Let [$\mathbb{Z}, \tau $] be a topological space, with $\mathbb{Z}$ being the set of all integer numbers and $\tau$ being the Discrete Topology. With $\alpha \in \mathbb{R} - \mathbb{Q}$ and $S^1$ being the unit sphere, define $$ f_\alpha:\mathbb{Z} >\rightarrow S^1\subset\mathbb{C} ~,~ n \mapsto exp(2\pi i n \alpha). $$
$\underline{Question:}$ How can the closure $\overline{f_\alpha(\mathbb{Z})} \subset S^1$ be characterized? I have made an approach to understand this by myself. Is my conclusion right? Thanks for your help!

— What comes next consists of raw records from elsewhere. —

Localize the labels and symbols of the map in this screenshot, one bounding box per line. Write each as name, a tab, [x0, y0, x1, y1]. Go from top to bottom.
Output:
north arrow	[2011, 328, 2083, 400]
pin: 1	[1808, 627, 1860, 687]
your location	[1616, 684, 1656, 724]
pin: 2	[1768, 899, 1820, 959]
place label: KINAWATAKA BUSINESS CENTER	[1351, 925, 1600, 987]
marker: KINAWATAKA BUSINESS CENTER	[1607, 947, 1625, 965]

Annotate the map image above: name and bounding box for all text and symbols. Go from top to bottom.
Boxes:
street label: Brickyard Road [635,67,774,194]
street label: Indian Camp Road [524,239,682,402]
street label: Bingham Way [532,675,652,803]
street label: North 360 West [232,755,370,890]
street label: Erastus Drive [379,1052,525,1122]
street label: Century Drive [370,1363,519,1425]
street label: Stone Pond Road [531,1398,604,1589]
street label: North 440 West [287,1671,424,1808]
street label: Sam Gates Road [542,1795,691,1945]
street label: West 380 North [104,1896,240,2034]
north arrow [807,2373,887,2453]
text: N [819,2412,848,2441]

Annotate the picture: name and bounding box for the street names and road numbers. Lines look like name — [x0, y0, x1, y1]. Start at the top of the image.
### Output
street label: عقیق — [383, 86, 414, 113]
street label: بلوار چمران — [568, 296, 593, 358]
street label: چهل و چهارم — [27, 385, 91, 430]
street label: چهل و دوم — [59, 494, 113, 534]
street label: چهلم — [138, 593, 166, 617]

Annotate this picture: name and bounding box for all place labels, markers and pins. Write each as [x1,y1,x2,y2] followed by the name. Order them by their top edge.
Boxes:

$\underline{My~Approach:}$
$\overline{f_\alpha(\mathbb{Z})}$ can be written as the union of the boundary of $f_\alpha(\mathbb{Z})$ with the set of all its inner points $$ \overline{f_\alpha(\mathbb{Z})} =\partial f_\alpha(\mathbb{Z}) ~\cup~\mathring{f_\alpha(\mathbb{Z})},$$ the first of which is empty and the second of which is the set $f_\alpha(\mathbb{Z})$ itself. Thus $$ \overline{f_\alpha(\mathbb{Z})} = f_\alpha(\mathbb{Z}),$$ so that $f_\alpha(\mathbb{Z})$ is a closed subset of $S^1$. I got to this conclusion by thinking about the possible neighbourhoods of an element in the image of $f_\alpha$ in the unit sphere.
The conclusion is not right, I'm afraid.
The boundary $\partial f_\alpha(\mathbb{Z})$ is not empty. To see this, note that because $\alpha$ is not rational the function $f_\alpha$ is injective. If you divide $S^1$ into intervals then you can use the pigeonhole principle to show that some interval contains infinitely many $f_\alpha(n)$, and you can use these to construct a sequence without a limit in $f_\alpha(\mathbb{Z})$.
Hint to find the boundary: use the pigeonhole principle as above and the fact that $f_\alpha$ is a homomorphism to show that every open set in $S^1$ contains an element of $f_\alpha(\mathbb{Z})$.
The interior is not $f_\alpha(\mathbb{Z})$. You have to be careful, because after applying $f_\alpha$ you are inside $S^1$, so you are working with its topology, not the discrete topology. This means that singleton sets are not open.